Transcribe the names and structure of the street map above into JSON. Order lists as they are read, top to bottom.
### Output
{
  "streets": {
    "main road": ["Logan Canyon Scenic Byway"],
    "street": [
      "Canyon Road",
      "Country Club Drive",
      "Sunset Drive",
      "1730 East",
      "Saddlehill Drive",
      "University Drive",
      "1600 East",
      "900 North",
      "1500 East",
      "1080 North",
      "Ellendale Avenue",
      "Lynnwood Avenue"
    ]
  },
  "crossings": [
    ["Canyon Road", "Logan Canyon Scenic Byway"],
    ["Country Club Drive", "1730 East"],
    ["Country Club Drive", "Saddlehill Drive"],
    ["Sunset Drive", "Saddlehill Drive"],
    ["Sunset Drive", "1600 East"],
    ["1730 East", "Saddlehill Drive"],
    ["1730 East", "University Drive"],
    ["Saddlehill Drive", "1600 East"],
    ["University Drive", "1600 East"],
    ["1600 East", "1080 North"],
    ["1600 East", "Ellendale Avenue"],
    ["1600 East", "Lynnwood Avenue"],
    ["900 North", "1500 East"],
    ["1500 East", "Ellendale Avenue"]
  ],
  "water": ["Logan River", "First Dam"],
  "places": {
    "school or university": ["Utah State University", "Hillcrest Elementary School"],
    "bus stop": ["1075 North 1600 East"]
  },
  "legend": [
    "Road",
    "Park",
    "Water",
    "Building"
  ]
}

------

> _YOUR ASSIGNMENT_: Count up the lines above in which the word "Avenue" appears, and give nothing but that count.

> _RESPONSE BOX_: 5